• _What you are asked to do_:
Your answer should be an exact copy of the data.

========

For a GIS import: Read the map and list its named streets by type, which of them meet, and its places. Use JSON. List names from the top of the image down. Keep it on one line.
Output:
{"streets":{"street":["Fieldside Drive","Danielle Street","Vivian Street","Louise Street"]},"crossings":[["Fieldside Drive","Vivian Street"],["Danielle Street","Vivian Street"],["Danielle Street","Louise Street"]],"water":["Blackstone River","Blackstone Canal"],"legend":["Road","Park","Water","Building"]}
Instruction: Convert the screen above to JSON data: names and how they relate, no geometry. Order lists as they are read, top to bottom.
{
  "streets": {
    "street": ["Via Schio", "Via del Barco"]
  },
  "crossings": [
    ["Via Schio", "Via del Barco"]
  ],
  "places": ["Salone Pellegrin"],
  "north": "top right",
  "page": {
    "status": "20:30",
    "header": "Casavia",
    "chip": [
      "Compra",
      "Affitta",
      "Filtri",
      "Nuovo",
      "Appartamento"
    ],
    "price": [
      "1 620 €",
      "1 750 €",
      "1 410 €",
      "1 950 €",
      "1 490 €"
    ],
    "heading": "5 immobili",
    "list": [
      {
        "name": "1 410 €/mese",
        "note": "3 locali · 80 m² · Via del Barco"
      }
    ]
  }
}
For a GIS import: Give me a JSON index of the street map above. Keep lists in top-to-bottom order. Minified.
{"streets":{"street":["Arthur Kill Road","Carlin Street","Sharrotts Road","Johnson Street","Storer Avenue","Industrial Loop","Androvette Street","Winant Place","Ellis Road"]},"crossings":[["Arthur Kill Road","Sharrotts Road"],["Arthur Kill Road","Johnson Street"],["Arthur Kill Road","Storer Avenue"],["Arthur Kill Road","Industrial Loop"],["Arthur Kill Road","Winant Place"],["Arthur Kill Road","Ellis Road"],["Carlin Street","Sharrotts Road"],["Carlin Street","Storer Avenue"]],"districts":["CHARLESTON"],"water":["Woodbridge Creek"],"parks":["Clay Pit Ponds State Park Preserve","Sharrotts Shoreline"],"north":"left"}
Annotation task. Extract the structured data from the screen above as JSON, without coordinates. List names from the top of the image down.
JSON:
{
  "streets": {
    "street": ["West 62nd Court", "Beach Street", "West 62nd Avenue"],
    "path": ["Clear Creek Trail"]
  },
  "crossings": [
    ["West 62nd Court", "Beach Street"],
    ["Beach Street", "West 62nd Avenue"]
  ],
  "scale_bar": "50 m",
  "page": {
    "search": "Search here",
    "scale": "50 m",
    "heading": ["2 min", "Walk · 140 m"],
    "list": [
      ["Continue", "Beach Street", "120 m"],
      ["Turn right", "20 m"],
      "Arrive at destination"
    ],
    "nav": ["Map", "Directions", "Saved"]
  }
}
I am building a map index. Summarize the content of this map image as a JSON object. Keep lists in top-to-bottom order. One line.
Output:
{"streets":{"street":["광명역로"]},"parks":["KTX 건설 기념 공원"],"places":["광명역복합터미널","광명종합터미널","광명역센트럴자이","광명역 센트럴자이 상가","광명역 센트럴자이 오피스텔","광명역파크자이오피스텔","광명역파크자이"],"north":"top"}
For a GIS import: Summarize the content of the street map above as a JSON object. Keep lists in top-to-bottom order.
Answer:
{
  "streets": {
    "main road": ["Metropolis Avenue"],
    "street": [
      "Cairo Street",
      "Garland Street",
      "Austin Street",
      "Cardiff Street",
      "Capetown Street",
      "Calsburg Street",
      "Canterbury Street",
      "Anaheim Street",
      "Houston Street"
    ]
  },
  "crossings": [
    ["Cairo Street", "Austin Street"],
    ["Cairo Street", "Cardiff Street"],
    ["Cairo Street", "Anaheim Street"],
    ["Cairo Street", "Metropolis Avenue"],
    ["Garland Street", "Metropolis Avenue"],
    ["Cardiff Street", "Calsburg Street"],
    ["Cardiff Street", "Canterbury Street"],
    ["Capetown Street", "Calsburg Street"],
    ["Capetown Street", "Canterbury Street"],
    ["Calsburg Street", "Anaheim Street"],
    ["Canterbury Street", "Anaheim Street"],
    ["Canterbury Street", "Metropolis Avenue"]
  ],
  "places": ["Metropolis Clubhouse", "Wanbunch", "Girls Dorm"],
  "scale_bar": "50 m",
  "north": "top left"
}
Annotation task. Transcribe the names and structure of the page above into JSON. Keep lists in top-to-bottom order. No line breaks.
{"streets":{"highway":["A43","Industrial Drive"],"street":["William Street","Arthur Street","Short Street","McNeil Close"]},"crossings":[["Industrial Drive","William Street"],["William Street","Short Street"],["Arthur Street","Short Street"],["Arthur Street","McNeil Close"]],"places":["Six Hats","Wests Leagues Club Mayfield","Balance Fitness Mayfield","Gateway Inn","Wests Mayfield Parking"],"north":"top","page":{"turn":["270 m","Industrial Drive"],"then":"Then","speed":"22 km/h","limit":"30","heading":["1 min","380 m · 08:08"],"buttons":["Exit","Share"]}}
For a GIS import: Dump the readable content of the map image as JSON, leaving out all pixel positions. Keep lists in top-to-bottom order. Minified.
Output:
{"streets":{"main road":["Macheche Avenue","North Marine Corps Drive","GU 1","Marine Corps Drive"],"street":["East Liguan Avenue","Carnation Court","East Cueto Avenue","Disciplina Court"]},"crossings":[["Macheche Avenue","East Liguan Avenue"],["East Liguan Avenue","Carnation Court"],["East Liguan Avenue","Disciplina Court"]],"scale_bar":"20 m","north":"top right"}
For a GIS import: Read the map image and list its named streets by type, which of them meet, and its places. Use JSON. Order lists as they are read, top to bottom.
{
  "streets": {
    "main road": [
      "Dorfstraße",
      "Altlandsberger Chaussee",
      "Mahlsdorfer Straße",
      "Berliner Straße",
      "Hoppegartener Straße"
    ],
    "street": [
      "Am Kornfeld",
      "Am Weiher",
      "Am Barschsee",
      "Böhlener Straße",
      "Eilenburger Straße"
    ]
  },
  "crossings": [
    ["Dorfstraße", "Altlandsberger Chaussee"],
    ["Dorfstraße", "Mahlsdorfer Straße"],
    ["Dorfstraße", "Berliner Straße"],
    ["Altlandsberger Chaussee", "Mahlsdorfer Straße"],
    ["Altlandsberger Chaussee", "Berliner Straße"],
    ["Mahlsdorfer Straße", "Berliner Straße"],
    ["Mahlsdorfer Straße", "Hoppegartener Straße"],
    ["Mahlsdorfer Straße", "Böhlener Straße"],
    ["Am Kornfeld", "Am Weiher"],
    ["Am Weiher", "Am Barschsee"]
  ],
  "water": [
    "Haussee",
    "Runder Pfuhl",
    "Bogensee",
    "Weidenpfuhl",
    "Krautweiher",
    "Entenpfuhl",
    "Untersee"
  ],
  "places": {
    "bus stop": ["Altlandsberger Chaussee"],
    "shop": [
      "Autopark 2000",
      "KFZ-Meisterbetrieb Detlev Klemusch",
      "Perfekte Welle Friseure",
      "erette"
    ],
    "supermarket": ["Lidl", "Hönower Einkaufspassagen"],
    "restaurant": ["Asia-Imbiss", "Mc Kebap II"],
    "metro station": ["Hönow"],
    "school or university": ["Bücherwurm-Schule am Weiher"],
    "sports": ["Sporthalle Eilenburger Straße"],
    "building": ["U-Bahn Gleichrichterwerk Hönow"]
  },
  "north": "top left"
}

========

• _Reply_:
For a GIS import: Read the map and list its named streets by type, which of them meet, and its places. Use JSON. List names from the top of the image down. Keep it on one line.
Output:
{"streets":{"street":["Fieldside Drive","Danielle Street","Vivian Street","Louise Street"]},"crossings":[["Fieldside Drive","Vivian Street"],["Danielle Street","Vivian Street"],["Danielle Street","Louise Street"]],"water":["Blackstone River","Blackstone Canal"],"legend":["Road","Park","Water","Building"]}
Instruction: Convert the screen above to JSON data: names and how they relate, no geometry. Order lists as they are read, top to bottom.
{
  "streets": {
    "street": ["Via Schio", "Via del Barco"]
  },
  "crossings": [
    ["Via Schio", "Via del Barco"]
  ],
  "places": ["Salone Pellegrin"],
  "north": "top right",
  "page": {
    "status": "20:30",
    "header": "Casavia",
    "chip": [
      "Compra",
      "Affitta",
      "Filtri",
      "Nuovo",
      "Appartamento"
    ],
    "price": [
      "1 620 €",
      "1 750 €",
      "1 410 €",
      "1 950 €",
      "1 490 €"
    ],
    "heading": "5 immobili",
    "list": [
      {
        "name": "1 410 €/mese",
        "note": "3 locali · 80 m² · Via del Barco"
      }
    ]
  }
}
For a GIS import: Give me a JSON index of the street map above. Keep lists in top-to-bottom order. Minified.
{"streets":{"street":["Arthur Kill Road","Carlin Street","Sharrotts Road","Johnson Street","Storer Avenue","Industrial Loop","Androvette Street","Winant Place","Ellis Road"]},"crossings":[["Arthur Kill Road","Sharrotts Road"],["Arthur Kill Road","Johnson Street"],["Arthur Kill Road","Storer Avenue"],["Arthur Kill Road","Industrial Loop"],["Arthur Kill Road","Winant Place"],["Arthur Kill Road","Ellis Road"],["Carlin Street","Sharrotts Road"],["Carlin Street","Storer Avenue"]],"districts":["CHARLESTON"],"water":["Woodbridge Creek"],"parks":["Clay Pit Ponds State Park Preserve","Sharrotts Shoreline"],"north":"left"}
Annotation task. Extract the structured data from the screen above as JSON, without coordinates. List names from the top of the image down.
JSON:
{
  "streets": {
    "street": ["West 62nd Court", "Beach Street", "West 62nd Avenue"],
    "path": ["Clear Creek Trail"]
  },
  "crossings": [
    ["West 62nd Court", "Beach Street"],
    ["Beach Street", "West 62nd Avenue"]
  ],
  "scale_bar": "50 m",
  "page": {
    "search": "Search here",
    "scale": "50 m",
    "heading": ["2 min", "Walk · 140 m"],
    "list": [
      ["Continue", "Beach Street", "120 m"],
      ["Turn right", "20 m"],
      "Arrive at destination"
    ],
    "nav": ["Map", "Directions", "Saved"]
  }
}
I am building a map index. Summarize the content of this map image as a JSON object. Keep lists in top-to-bottom order. One line.
Output:
{"streets":{"street":["광명역로"]},"parks":["KTX 건설 기념 공원"],"places":["광명역복합터미널","광명종합터미널","광명역센트럴자이","광명역 센트럴자이 상가","광명역 센트럴자이 오피스텔","광명역파크자이오피스텔","광명역파크자이"],"north":"top"}
For a GIS import: Summarize the content of the street map above as a JSON object. Keep lists in top-to-bottom order.
Answer:
{
  "streets": {
    "main road": ["Metropolis Avenue"],
    "street": [
      "Cairo Street",
      "Garland Street",
      "Austin Street",
      "Cardiff Street",
      "Capetown Street",
      "Calsburg Street",
      "Canterbury Street",
      "Anaheim Street",
      "Houston Street"
    ]
  },
  "crossings": [
    ["Cairo Street", "Austin Street"],
    ["Cairo Street", "Cardiff Street"],
    ["Cairo Street", "Anaheim Street"],
    ["Cairo Street", "Metropolis Avenue"],
    ["Garland Street", "Metropolis Avenue"],
    ["Cardiff Street", "Calsburg Street"],
    ["Cardiff Street", "Canterbury Street"],
    ["Capetown Street", "Calsburg Street"],
    ["Capetown Street", "Canterbury Street"],
    ["Calsburg Street", "Anaheim Street"],
    ["Canterbury Street", "Anaheim Street"],
    ["Canterbury Street", "Metropolis Avenue"]
  ],
  "places": ["Metropolis Clubhouse", "Wanbunch", "Girls Dorm"],
  "scale_bar": "50 m",
  "north": "top left"
}
Annotation task. Transcribe the names and structure of the page above into JSON. Keep lists in top-to-bottom order. No line breaks.
{"streets":{"highway":["A43","Industrial Drive"],"street":["William Street","Arthur Street","Short Street","McNeil Close"]},"crossings":[["Industrial Drive","William Street"],["William Street","Short Street"],["Arthur Street","Short Street"],["Arthur Street","McNeil Close"]],"places":["Six Hats","Wests Leagues Club Mayfield","Balance Fitness Mayfield","Gateway Inn","Wests Mayfield Parking"],"north":"top","page":{"turn":["270 m","Industrial Drive"],"then":"Then","speed":"22 km/h","limit":"30","heading":["1 min","380 m · 08:08"],"buttons":["Exit","Share"]}}
For a GIS import: Dump the readable content of the map image as JSON, leaving out all pixel positions. Keep lists in top-to-bottom order. Minified.
Output:
{"streets":{"main road":["Macheche Avenue","North Marine Corps Drive","GU 1","Marine Corps Drive"],"street":["East Liguan Avenue","Carnation Court","East Cueto Avenue","Disciplina Court"]},"crossings":[["Macheche Avenue","East Liguan Avenue"],["East Liguan Avenue","Carnation Court"],["East Liguan Avenue","Disciplina Court"]],"scale_bar":"20 m","north":"top right"}
For a GIS import: Read the map image and list its named streets by type, which of them meet, and its places. Use JSON. Order lists as they are read, top to bottom.
{
  "streets": {
    "main road": [
      "Dorfstraße",
      "Altlandsberger Chaussee",
      "Mahlsdorfer Straße",
      "Berliner Straße",
      "Hoppegartener Straße"
    ],
    "street": [
      "Am Kornfeld",
      "Am Weiher",
      "Am Barschsee",
      "Böhlener Straße",
      "Eilenburger Straße"
    ]
  },
  "crossings": [
    ["Dorfstraße", "Altlandsberger Chaussee"],
    ["Dorfstraße", "Mahlsdorfer Straße"],
    ["Dorfstraße", "Berliner Straße"],
    ["Altlandsberger Chaussee", "Mahlsdorfer Straße"],
    ["Altlandsberger Chaussee", "Berliner Straße"],
    ["Mahlsdorfer Straße", "Berliner Straße"],
    ["Mahlsdorfer Straße", "Hoppegartener Straße"],
    ["Mahlsdorfer Straße", "Böhlener Straße"],
    ["Am Kornfeld", "Am Weiher"],
    ["Am Weiher", "Am Barschsee"]
  ],
  "water": [
    "Haussee",
    "Runder Pfuhl",
    "Bogensee",
    "Weidenpfuhl",
    "Krautweiher",
    "Entenpfuhl",
    "Untersee"
  ],
  "places": {
    "bus stop": ["Altlandsberger Chaussee"],
    "shop": [
      "Autopark 2000",
      "KFZ-Meisterbetrieb Detlev Klemusch",
      "Perfekte Welle Friseure",
      "erette"
    ],
    "supermarket": ["Lidl", "Hönower Einkaufspassagen"],
    "restaurant": ["Asia-Imbiss", "Mc Kebap II"],
    "metro station": ["Hönow"],
    "school or university": ["Bücherwurm-Schule am Weiher"],
    "sports": ["Sporthalle Eilenburger Straße"],
    "building": ["U-Bahn Gleichrichterwerk Hönow"]
  },
  "north": "top left"
}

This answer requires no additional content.